Caratteristiche demografiche
Sesso: femminile, rapporto 2 a 1.
Età: 2-5 anni, fanciullezza, con alterazioni progressive sino alla pubertà, poi si stabilizza e regredisce.
Manifestazioni macroscopiche
Masse simmetriche bilaterali, più frequente nella mandibola posteriore, angolo, branca montante, raramente monolaterale.
Istologia
Proliferazione di tessuto fibroso o lasso altamente vascolarizzato contenente cellule giganti (in foci o sparse con nuclei di numero variabile). Vasi ematici numerosi, circondati da cuffie di materiale eosinofilo (quasi patognomonica della lesione), fibrino-simile ed eosinofilo. Piccole trabecole ossee irregolari, alcune metaplastiche, altre residui di osso normale in riassorbimento.

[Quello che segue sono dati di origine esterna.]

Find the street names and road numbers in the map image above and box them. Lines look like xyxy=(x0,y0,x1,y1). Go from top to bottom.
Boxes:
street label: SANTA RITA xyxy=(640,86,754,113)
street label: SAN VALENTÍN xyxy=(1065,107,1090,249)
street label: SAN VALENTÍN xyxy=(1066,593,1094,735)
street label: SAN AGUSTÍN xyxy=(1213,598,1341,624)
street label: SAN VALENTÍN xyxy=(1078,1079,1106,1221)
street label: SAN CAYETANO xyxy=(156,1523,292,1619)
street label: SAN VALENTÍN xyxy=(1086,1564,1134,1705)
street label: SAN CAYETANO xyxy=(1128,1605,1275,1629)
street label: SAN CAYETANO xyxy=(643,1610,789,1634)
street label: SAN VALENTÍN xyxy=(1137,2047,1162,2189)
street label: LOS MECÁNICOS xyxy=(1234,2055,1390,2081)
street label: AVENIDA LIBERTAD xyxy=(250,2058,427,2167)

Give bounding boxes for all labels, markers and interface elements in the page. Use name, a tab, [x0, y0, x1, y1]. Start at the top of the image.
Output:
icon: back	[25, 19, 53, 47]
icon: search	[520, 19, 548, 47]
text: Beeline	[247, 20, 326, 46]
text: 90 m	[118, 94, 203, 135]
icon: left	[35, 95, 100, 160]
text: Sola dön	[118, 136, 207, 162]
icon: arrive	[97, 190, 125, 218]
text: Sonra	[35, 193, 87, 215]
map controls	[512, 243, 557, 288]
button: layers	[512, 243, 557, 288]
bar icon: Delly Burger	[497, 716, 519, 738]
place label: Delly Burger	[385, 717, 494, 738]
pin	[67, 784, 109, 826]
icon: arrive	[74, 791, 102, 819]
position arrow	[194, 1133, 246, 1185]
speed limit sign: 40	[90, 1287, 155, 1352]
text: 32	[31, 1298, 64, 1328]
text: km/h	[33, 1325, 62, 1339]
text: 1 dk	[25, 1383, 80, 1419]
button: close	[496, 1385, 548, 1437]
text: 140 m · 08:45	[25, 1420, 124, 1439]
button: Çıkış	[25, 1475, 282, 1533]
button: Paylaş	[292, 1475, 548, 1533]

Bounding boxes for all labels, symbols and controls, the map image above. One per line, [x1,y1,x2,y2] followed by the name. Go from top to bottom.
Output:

- Cuffie di materiale eosinofilo sono patognomoniche
- Forma bilaterale
Manifestazioni cliniche
Aspetto caratteristico simile ai cherubini dipinti nel Rinascimento, paffutelli con occhi rivolti al cielo per interessamento orbitale, rigonfiamento mandibolare simmetrico di corpo, angoli e branca montante. In casi severi, anche di mascellare e orbita → esoftalmo. Linfoadenopatia cervicale.
Complicazioni
Inversione della V del palato, denti dislocati e mobili, difficoltà nel linguaggio, perdita di vista e udito. Linfoadenopatia cervicale progressiva fino alla pubertà, poi si stabilizza e lentamente regredisce, con possibile trattamento chirurgico.
Esami di laboratorio
- Fosfatasi acida aumentata → osteolisi
- Fosfatasi alcalina aumentata → osteogenesi
Diagnostica radiologica
Radiologicamente simili a cisti, multiloculari espansive, radiolucenti.